What the exercise asks =
Apart from the images, reproduce every record word for word.

_ _ _ _ _

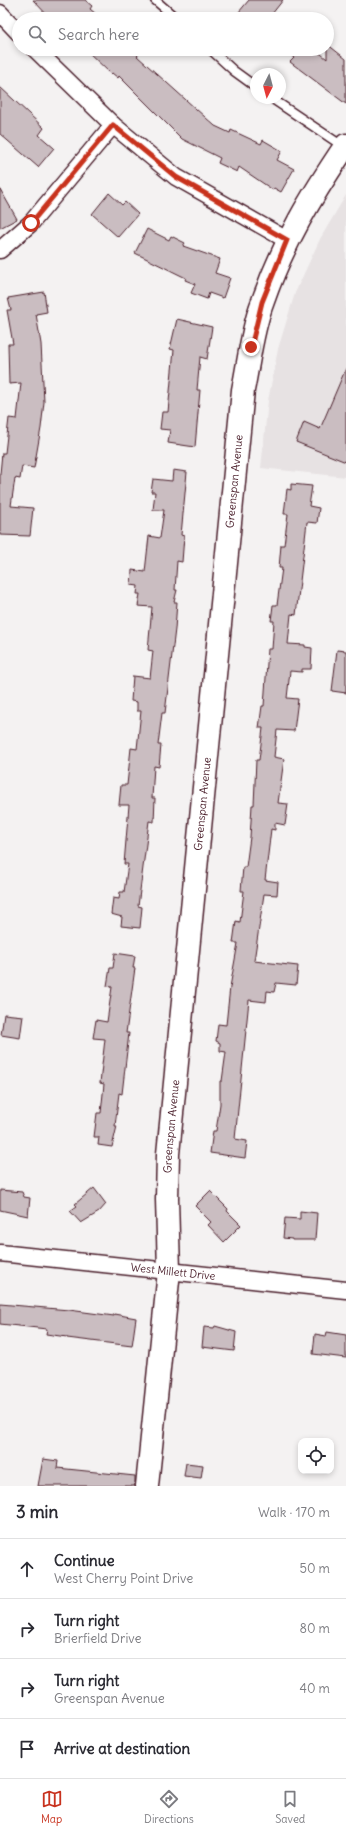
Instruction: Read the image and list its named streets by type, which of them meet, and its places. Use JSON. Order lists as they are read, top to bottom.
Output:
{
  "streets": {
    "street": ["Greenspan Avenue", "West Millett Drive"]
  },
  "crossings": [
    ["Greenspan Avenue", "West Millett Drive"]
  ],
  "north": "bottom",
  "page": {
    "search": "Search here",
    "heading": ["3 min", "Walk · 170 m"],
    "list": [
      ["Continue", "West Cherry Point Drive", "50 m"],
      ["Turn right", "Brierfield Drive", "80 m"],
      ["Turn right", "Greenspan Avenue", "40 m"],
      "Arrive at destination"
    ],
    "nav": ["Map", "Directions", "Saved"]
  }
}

_ _ _ _ _

Response area =
Instruction: Read the image and list its named streets by type, which of them meet, and its places. Use JSON. Order lists as they are read, top to bottom.
Output:
{
  "streets": {
    "street": ["Greenspan Avenue", "West Millett Drive"]
  },
  "crossings": [
    ["Greenspan Avenue", "West Millett Drive"]
  ],
  "north": "bottom",
  "page": {
    "search": "Search here",
    "heading": ["3 min", "Walk · 170 m"],
    "list": [
      ["Continue", "West Cherry Point Drive", "50 m"],
      ["Turn right", "Brierfield Drive", "80 m"],
      ["Turn right", "Greenspan Avenue", "40 m"],
      "Arrive at destination"
    ],
    "nav": ["Map", "Directions", "Saved"]
  }
}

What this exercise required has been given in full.